#### Work to be completed
Look through the listing for the string "speed" and copy out every line that holds it.

#### Information

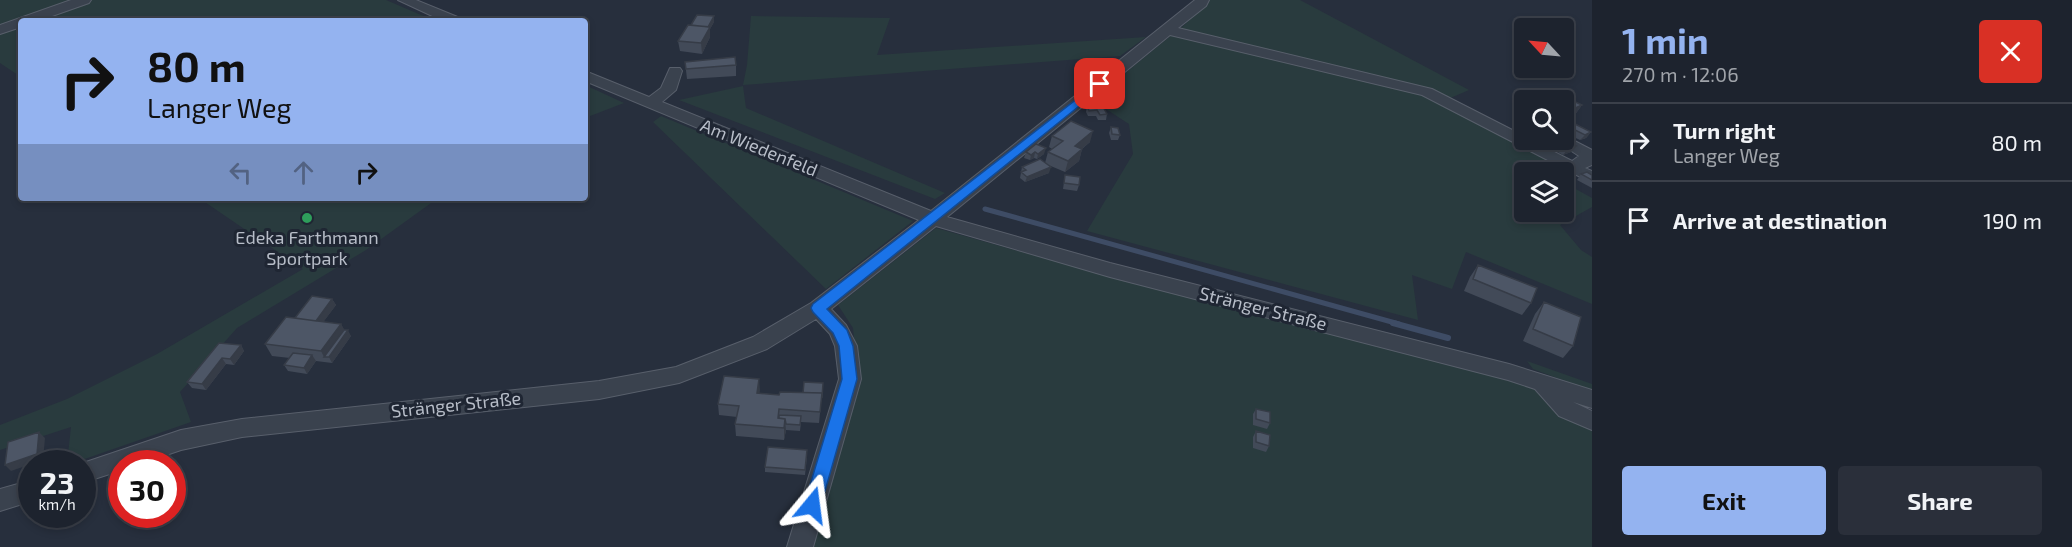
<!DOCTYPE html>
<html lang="en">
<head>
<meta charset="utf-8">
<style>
	body { margin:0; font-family:"Exo 2",sans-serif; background:#2a2f3a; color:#f1f3f6; height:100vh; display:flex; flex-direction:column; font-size:22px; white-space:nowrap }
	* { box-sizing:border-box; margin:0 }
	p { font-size:20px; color:#a0a4aa }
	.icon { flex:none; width:33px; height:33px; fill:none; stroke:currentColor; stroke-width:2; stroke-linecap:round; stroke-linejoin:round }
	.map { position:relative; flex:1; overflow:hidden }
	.details { display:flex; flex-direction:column; background:#1d232e; width:480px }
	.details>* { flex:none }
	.top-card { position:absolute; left:18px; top:18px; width:570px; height:183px; border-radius:6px; box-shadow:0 3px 9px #0003,0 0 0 2px #3b404a; background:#94b3f0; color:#111; overflow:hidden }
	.needle { width:39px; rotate:296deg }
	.buttons { position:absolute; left:1514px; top:18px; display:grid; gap:12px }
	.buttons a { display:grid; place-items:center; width:60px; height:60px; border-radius:6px; background:#1d232e; box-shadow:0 3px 9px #0003,0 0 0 2px #3b404a; font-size:30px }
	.speed { position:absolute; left:18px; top:450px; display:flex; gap:12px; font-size:30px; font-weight:700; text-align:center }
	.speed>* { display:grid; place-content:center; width:78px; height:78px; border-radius:50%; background:#1d232e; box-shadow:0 3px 9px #0003,0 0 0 2px #3b404a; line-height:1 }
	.speed small { font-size:15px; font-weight:400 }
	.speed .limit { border:9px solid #d22; background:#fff; color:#111 }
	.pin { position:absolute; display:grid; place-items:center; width:51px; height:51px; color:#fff; margin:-26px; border-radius:12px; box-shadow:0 3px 9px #0006 }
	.me { position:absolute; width:66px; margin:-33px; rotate:16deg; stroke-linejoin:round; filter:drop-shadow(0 0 4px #0008) }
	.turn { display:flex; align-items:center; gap:21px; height:126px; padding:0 30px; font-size:27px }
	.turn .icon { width:78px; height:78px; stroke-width:2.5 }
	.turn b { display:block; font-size:42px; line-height:51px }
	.lanes { display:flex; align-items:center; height:57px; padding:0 30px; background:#0003; justify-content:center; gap:30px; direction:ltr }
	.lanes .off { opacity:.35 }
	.round { display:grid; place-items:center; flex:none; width:63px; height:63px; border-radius:6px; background:#2a2f3a }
	.summary { display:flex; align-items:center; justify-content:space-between; height:102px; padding:0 30px }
	h1 { font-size:36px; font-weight:700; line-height:45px; color:#94b3f0 }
	.cta { display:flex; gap:12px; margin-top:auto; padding:12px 30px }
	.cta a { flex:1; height:69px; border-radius:6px; background:#94b3f0; color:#111; font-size:24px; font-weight:700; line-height:69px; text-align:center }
	.cta a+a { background:#2a2f3a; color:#f1f3f6 }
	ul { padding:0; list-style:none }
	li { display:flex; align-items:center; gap:18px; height:78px; padding:0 30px; border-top:2px solid #3b404a }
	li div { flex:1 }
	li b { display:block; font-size:22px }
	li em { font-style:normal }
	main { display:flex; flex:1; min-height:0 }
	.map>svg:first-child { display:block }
</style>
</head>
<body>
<main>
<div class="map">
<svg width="1592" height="547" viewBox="0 0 1592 547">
	<rect width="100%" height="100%" fill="#272f3d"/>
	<path fill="#293b3e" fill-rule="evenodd" d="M0,0H386L435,21H21V77L0,63Z
		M1210,0H1300L1469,90L1448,99L1180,29Z
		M751,16L890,18L877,55L1146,37L1120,56L743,85L747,65Z
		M1173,34L1430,97L1576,173L1563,182L1592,198V207L1560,225L1581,250L1592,257V304L1466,252L1452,289L1412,275L1418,320L1087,231L1133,154L1129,124L1092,100ZM1524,172H1563V212H1524Z
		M585,85L624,103L585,118Z
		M743,86L746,108L945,193L935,199L679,100Z
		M661,116L913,221L826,289L653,122Z
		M199,198H438L366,250L237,328L180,392L191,422L73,463H67L71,427L0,450V425L67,399L157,354L303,269Z
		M936,228L1115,278L1530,385L1592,426V547H809L858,378L853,328L838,305Z
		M1527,361L1592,384V391L1533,369Z"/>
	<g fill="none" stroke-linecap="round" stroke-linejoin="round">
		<path stroke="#3e4c65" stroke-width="5" d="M985,209L1399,324"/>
		<path stroke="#3e4c65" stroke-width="6" d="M1393,323L1448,338"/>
		<g stroke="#585f6b" stroke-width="2">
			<path id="minor" d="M71,0H91L89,3L38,21H21V27L0,34V25Z
				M398,0H416L460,18L462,21H443Z
				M1195,0H1209L1206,6L1178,28L1432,89L1524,136V140H1531L1572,161L1579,156L1555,140H1563V135L1592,150V165L1585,168L1592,171V183L1422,95L1170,35L947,217L1110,263L1509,364L1592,390V408L1573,402L1592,411V430L1559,416L1535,389L1508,380L1110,277L936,226L831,309L846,325L857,346L861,379L813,547H787L839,379L835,346L830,334L816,319L767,349L679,383L599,399L242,437L181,450L140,464H122V470L82,483V464H80L181,430L242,419L599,381L676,367L753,337L811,303L919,220L585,81V71L649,97L661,88L670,68H680L682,71L676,90L662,102L931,211Z
				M32,480V501L0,511V489Z"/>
		</g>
		<use href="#minor" fill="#3a424e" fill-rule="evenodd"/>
	</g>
	<path fill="#424a58" d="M714,16V22L710,29V37L702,54L680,51L678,41L691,25Z
		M685,62L736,65V76L687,79Z
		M1554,92L1582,105L1574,116L1563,121V100H1530L1532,98Z
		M1092,100L1107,114L1106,120H1098L1096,116H1088L1086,112L1087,106H1091Z
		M1524,105V118L1515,113L1519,108Z
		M1111,127L1120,135L1118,140H1111L1109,133Z
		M1569,127L1591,132L1586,138L1580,140L1565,133Z
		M1052,136L1090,142L1082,149L1079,161L1065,172L1046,164L1049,173L1025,182L1020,178L1022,167L1045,163L1048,152L1052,149L1049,147Z
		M1555,142L1576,146L1571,152L1563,155L1551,148Z
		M1036,144L1044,154L1037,159L1034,158L1030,160L1024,158L1026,152Z
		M1581,174L1592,175V188L1577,180Z
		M1065,175L1079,185L1077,191L1063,189Z
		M1478,265L1531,303L1522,315L1464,291L1470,277Z
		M332,299L336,305L323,322L341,324L344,330L351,336L332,363L316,361L307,374L288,371L284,365L290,358L272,356L265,344Z
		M1544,302L1573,346L1563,358L1523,341L1535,314Z
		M241,345L244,351L234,365L226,364L206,390L192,388L187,382Z
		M759,379V393L779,395L803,393L823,383L819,423L801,422L800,431L786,430L784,440L736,436L735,424L737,417L719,415L718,404Z
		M1256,409L1270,423L1267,429L1253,425V414Z
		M1256,431L1269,446L1266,452L1253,448V437Z
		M807,456L805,475L765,472V467Z"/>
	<path fill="#363c47" d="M714,16V22L710,29V37L702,54L701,43Z
		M1582,105L1574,116L1563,121V119L1569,111Z
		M1093,131L1090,142L1072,157L1075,146Z
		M1591,132L1586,138L1580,140L1585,135Z
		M1576,146L1571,152L1563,155L1568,149Z
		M1046,148L1044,154L1037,159L1038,154Z
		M1082,149L1079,161L1065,172L1068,161Z
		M1035,152L1034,158L1030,160L1031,155Z
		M1051,167L1049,173L1025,182L1027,177Z
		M332,299L336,305L316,332L312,326Z
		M341,324L346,333L348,330L351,336L332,363L329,357H324L321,351Z
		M241,345L244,351L234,365L230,359Z
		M312,355L316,361L307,374L304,368Z
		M222,358L226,364L206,390L202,384Z
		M759,379L760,390L758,405L757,393Z
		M785,419L786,430L784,440V428Z
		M39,432L45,438L43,460L11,471L5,465Z"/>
	<path fill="#4d5666" stroke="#363c47" stroke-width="1.5" d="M697,15L714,16L708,27L691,25Z
		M688,25L710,27L701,43L678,41Z
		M735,57L736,65L686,69L685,62Z
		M1554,92L1582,105L1569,111L1563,108V100H1536L1532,98Z
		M1092,100H1099L1107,114L1100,115L1097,110L1089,111L1087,106H1095Z
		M1524,105V110L1519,108Z
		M1071,121L1093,131L1075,146L1082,149L1068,161L1048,152L1063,141L1052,136Z
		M1575,124L1591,132L1585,135L1569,127Z
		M1111,127L1118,128L1120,135L1112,134Z
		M1563,139L1576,146L1568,149L1555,142Z
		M1036,144L1046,148L1038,154L1035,152L1031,155L1026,152Z
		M1040,159L1051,167L1027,177L1021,172L1026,170L1022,167Z
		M1587,172L1592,175V180L1581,174Z
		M1065,175L1080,177L1079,185L1064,183Z
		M1478,265L1537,288L1531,303L1473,279Z
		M312,296L332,299L316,321L295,318Z
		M1544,302L1581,317L1573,346L1533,329Z
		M286,317L341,324L321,351L265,344Z
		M344,330H348L329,357H324Z
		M219,343L241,345L230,359L222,358L202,384L187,382Z
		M293,353L312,355L304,368L284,365Z
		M724,376L759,379L757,393L779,395L780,392L822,393L820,412L779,409L778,418L785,419L784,428L735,424L739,406L718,404Z
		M804,382L823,383L822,398V393H803Z
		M1256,409L1270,412V423L1256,419Z
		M779,415L801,416L800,425L786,424L785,419L779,418Z
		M1256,431L1270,435L1269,446L1256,442Z
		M39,432L37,454L5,465L8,442Z
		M768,447L807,450L805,470L765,467Z"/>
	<path fill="#1a73e8" stroke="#114b97" stroke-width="1.5" d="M1100,81L1105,84L1104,86L827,309L847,330L853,346L857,379L821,505L819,510L812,513L806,510L804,505L842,379L839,346L833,333L813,312L811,308L813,304Z"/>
	<circle fill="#2e9e5b" stroke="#1f2633" stroke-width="2" cx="307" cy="218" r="6"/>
	<g text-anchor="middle" stroke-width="6" stroke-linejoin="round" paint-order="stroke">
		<g font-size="18" fill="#b7bdc8" stroke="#1f2633">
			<text transform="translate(759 148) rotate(22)" y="6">Am Wiedenfeld</text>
			<text transform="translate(1263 309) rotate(14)" y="6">Stränger Straße</text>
			<text transform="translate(456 405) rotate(-6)" y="6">Stränger Straße</text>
		</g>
		<g font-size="18" fill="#b7bdc8" stroke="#1f2633">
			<text x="307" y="244">Edeka Farthmann<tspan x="307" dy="21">Sportpark</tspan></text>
		</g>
	</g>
</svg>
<div class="buttons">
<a><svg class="needle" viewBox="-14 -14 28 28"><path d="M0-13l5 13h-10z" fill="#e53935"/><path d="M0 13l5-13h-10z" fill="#a0a4aa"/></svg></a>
<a><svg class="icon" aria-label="search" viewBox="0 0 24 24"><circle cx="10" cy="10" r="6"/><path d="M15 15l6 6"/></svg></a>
<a><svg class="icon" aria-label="layers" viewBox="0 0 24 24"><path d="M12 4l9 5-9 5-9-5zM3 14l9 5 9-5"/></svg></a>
</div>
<div class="speed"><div>23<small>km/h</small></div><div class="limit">30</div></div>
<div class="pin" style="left:1100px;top:84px;background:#d93025"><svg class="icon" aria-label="arrive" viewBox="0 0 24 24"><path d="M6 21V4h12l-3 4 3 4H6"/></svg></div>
<svg class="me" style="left:812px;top:505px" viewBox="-20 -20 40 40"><path d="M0-17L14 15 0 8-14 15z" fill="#1a73e8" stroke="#fff" stroke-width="4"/></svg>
<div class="top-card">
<div class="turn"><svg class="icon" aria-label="right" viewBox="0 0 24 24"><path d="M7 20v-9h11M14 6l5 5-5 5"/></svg><div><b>80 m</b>Langer Weg</div></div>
<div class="lanes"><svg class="icon off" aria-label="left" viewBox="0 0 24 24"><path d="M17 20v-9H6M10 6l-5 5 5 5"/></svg><svg class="icon off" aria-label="ahead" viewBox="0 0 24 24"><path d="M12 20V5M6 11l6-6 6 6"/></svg><svg class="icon" aria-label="right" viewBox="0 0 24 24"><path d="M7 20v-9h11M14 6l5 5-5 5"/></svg></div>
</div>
</div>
<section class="details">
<div class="summary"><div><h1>1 min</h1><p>270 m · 12:06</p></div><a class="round" style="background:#d93025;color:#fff"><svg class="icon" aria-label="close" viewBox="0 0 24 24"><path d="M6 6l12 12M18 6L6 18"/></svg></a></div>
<ul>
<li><svg class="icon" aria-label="right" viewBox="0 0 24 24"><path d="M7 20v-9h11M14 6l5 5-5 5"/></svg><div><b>Turn right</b><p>Langer Weg</p></div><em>80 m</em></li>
<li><svg class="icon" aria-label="arrive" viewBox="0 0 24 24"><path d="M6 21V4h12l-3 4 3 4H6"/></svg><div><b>Arrive at destination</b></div><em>190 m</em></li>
</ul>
<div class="cta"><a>Exit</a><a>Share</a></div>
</section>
</main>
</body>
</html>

#### Solution for this task
	.speed { position:absolute; left:18px; top:450px; display:flex; gap:12px; font-size:30px; font-weight:700; text-align:center }
	.speed>* { display:grid; place-content:center; width:78px; height:78px; border-radius:50%; background:#1d232e; box-shadow:0 3px 9px #0003,0 0 0 2px #3b404a; line-height:1 }
	.speed small { font-size:15px; font-weight:400 }
	.speed .limit { border:9px solid #d22; background:#fff; color:#111 }
<div class="speed"><div>23<small>km/h</small></div><div class="limit">30</div></div>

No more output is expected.